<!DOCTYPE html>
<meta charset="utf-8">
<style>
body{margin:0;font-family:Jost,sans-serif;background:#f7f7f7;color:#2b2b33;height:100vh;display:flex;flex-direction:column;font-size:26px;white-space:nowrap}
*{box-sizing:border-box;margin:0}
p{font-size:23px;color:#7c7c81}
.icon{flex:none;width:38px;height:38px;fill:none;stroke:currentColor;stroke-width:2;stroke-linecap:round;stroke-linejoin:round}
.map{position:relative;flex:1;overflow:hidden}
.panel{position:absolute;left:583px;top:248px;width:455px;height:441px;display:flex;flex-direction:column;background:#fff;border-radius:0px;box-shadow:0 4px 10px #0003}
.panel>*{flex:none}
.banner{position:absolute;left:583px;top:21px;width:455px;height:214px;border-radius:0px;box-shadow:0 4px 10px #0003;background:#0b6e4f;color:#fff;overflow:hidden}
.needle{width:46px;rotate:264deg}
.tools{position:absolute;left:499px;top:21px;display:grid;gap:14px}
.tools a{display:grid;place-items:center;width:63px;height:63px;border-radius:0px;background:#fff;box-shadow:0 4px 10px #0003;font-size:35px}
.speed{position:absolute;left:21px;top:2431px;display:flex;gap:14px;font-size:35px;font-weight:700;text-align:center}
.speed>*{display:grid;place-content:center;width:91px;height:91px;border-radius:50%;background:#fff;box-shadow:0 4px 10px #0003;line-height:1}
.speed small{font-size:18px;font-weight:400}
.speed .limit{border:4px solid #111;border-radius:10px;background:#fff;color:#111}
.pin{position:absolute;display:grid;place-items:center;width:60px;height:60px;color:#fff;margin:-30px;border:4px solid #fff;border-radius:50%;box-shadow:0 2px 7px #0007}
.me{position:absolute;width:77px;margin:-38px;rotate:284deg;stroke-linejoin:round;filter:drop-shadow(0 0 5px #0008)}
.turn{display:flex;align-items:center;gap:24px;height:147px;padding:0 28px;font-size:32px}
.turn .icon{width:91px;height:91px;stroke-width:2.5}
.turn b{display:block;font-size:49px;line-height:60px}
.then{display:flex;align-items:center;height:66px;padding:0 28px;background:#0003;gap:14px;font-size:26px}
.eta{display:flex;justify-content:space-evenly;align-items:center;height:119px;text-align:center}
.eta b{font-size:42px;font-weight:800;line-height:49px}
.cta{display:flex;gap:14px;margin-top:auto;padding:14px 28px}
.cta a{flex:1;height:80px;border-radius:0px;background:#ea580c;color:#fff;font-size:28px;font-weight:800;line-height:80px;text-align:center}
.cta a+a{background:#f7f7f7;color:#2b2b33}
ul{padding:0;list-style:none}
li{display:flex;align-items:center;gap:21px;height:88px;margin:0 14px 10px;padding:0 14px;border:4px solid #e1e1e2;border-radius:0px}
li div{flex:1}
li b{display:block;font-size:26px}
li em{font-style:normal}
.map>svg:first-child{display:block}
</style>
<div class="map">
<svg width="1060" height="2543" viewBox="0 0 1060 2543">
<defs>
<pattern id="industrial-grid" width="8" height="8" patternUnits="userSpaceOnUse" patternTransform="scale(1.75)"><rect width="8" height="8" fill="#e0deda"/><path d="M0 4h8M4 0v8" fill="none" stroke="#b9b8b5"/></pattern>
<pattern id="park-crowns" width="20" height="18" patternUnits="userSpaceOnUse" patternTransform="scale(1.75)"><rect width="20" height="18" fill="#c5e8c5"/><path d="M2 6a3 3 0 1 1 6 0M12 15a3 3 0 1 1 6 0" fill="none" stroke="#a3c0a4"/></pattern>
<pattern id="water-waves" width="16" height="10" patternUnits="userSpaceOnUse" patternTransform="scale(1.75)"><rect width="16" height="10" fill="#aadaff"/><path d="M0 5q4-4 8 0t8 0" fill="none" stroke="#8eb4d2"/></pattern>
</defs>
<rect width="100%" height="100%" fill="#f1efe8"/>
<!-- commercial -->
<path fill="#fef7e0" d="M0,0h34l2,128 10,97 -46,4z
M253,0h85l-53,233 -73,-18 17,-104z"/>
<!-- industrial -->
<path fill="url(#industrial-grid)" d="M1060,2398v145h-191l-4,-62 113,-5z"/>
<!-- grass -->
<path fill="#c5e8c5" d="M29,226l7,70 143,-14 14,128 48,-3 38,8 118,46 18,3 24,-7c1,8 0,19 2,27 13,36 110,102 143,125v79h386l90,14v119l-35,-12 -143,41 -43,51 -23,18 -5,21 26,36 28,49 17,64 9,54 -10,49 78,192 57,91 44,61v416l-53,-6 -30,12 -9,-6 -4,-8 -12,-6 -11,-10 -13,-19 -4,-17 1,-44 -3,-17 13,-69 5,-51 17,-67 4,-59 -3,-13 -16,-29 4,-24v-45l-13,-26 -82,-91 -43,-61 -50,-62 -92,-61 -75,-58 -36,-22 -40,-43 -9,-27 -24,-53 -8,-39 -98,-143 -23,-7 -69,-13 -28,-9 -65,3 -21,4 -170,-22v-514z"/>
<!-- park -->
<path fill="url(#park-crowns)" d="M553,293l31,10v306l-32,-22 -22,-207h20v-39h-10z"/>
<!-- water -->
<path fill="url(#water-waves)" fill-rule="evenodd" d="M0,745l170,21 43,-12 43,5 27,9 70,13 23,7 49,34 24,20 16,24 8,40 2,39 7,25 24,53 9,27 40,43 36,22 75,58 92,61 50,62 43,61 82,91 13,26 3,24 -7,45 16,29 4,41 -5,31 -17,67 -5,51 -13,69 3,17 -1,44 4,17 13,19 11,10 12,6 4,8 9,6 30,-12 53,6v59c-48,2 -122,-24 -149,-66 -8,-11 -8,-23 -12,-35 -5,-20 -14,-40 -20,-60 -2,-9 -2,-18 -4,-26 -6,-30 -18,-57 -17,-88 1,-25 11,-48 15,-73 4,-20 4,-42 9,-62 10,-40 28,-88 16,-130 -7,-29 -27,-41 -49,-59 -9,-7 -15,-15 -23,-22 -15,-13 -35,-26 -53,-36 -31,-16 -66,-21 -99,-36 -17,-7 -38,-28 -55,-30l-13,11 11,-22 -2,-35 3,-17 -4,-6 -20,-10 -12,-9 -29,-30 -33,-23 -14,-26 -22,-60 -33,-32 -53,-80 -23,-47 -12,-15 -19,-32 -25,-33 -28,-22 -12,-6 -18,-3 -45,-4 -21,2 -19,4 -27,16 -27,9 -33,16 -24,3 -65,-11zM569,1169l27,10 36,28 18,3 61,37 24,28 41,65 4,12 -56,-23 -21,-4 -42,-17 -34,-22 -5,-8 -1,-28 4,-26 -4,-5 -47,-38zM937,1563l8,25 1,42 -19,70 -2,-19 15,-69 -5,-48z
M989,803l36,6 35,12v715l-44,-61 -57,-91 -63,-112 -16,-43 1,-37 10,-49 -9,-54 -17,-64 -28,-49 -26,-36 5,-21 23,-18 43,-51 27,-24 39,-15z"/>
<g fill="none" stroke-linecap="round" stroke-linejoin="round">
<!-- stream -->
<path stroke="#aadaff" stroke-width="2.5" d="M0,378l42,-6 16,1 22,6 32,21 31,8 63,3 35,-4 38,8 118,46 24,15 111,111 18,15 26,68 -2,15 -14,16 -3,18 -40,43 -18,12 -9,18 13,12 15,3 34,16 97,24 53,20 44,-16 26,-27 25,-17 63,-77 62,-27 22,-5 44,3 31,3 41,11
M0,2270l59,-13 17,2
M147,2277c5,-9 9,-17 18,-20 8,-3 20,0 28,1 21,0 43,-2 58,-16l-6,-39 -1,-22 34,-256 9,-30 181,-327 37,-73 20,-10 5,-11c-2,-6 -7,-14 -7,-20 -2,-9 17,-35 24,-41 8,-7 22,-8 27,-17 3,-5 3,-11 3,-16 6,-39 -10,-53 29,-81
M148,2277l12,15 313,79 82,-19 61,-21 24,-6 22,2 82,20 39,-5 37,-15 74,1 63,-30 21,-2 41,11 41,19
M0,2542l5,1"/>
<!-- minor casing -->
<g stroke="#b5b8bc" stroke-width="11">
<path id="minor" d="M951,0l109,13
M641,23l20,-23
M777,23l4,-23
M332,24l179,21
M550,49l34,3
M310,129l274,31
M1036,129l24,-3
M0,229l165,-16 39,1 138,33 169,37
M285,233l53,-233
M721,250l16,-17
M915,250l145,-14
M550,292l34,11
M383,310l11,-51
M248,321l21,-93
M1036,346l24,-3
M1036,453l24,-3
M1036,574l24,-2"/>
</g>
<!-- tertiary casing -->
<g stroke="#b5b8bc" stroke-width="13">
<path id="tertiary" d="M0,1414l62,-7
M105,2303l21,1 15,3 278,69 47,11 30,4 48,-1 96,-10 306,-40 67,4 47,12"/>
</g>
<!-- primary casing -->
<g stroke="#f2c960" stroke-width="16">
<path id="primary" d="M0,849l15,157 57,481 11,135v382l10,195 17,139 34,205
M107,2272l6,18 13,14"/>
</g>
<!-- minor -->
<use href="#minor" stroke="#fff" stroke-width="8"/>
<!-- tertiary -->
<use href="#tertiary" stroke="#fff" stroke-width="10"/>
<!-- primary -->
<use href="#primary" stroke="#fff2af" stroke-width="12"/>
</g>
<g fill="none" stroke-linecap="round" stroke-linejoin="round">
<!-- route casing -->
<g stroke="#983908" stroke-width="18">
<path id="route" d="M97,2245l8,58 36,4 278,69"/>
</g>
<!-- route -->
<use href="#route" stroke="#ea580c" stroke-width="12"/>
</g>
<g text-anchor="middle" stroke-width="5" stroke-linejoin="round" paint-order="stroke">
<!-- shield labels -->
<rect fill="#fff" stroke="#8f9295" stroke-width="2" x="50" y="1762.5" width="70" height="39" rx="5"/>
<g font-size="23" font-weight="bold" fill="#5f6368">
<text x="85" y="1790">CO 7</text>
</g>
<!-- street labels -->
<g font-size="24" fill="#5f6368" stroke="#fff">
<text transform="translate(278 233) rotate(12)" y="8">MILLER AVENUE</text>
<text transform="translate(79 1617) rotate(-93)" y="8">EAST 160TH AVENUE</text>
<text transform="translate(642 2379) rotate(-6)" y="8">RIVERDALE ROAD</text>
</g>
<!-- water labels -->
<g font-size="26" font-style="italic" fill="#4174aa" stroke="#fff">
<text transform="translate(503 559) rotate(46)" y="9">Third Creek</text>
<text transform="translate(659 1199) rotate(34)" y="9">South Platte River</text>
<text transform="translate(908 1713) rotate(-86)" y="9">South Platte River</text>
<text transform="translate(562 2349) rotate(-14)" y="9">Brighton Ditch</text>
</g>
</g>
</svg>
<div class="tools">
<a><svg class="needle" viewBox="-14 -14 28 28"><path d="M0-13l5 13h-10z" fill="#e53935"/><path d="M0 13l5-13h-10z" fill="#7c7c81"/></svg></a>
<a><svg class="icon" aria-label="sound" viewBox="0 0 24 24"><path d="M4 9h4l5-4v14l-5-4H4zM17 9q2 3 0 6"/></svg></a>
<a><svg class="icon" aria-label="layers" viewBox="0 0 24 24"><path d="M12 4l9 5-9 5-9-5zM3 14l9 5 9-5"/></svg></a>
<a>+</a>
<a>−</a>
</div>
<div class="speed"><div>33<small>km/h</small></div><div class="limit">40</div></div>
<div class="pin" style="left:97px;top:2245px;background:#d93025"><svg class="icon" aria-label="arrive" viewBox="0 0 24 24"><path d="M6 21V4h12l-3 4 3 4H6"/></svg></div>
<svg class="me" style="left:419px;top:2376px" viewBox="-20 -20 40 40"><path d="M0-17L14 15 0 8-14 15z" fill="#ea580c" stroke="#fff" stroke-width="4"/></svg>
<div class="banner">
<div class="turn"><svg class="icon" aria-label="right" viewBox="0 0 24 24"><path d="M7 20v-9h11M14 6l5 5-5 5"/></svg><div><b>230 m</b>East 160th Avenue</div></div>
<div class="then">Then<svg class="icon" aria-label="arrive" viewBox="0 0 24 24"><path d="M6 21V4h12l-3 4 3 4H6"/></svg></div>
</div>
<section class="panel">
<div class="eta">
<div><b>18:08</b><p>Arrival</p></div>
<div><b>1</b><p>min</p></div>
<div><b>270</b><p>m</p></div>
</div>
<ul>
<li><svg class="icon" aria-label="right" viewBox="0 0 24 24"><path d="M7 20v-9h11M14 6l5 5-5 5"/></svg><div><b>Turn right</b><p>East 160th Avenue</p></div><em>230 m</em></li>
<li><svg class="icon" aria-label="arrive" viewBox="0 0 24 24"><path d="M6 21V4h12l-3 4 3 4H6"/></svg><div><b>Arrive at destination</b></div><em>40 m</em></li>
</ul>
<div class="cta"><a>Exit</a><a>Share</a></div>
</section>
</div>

_EXERCISE DETAILS:_ Set down exactly what runs from the line with "4l9 5-9 5-9-5zM3" to the last line of the data above, including both of those lines and no others.

_TASK ANSWER:_
<a><svg class="icon" aria-label="layers" viewBox="0 0 24 24"><path d="M12 4l9 5-9 5-9-5zM3 14l9 5 9-5"/></svg></a>
<a>+</a>
<a>−</a>
</div>
<div class="speed"><div>33<small>km/h</small></div><div class="limit">40</div></div>
<div class="pin" style="left:97px;top:2245px;background:#d93025"><svg class="icon" aria-label="arrive" viewBox="0 0 24 24"><path d="M6 21V4h12l-3 4 3 4H6"/></svg></div>
<svg class="me" style="left:419px;top:2376px" viewBox="-20 -20 40 40"><path d="M0-17L14 15 0 8-14 15z" fill="#ea580c" stroke="#fff" stroke-width="4"/></svg>
<div class="banner">
<div class="turn"><svg class="icon" aria-label="right" viewBox="0 0 24 24"><path d="M7 20v-9h11M14 6l5 5-5 5"/></svg><div><b>230 m</b>East 160th Avenue</div></div>
<div class="then">Then<svg class="icon" aria-label="arrive" viewBox="0 0 24 24"><path d="M6 21V4h12l-3 4 3 4H6"/></svg></div>
</div>
<section class="panel">
<div class="eta">
<div><b>18:08</b><p>Arrival</p></div>
<div><b>1</b><p>min</p></div>
<div><b>270</b><p>m</p></div>
</div>
<ul>
<li><svg class="icon" aria-label="right" viewBox="0 0 24 24"><path d="M7 20v-9h11M14 6l5 5-5 5"/></svg><div><b>Turn right</b><p>East 160th Avenue</p></div><em>230 m</em></li>
<li><svg class="icon" aria-label="arrive" viewBox="0 0 24 24"><path d="M6 21V4h12l-3 4 3 4H6"/></svg><div><b>Arrive at destination</b></div><em>40 m</em></li>
</ul>
<div class="cta"><a>Exit</a><a>Share</a></div>
</section>
</div>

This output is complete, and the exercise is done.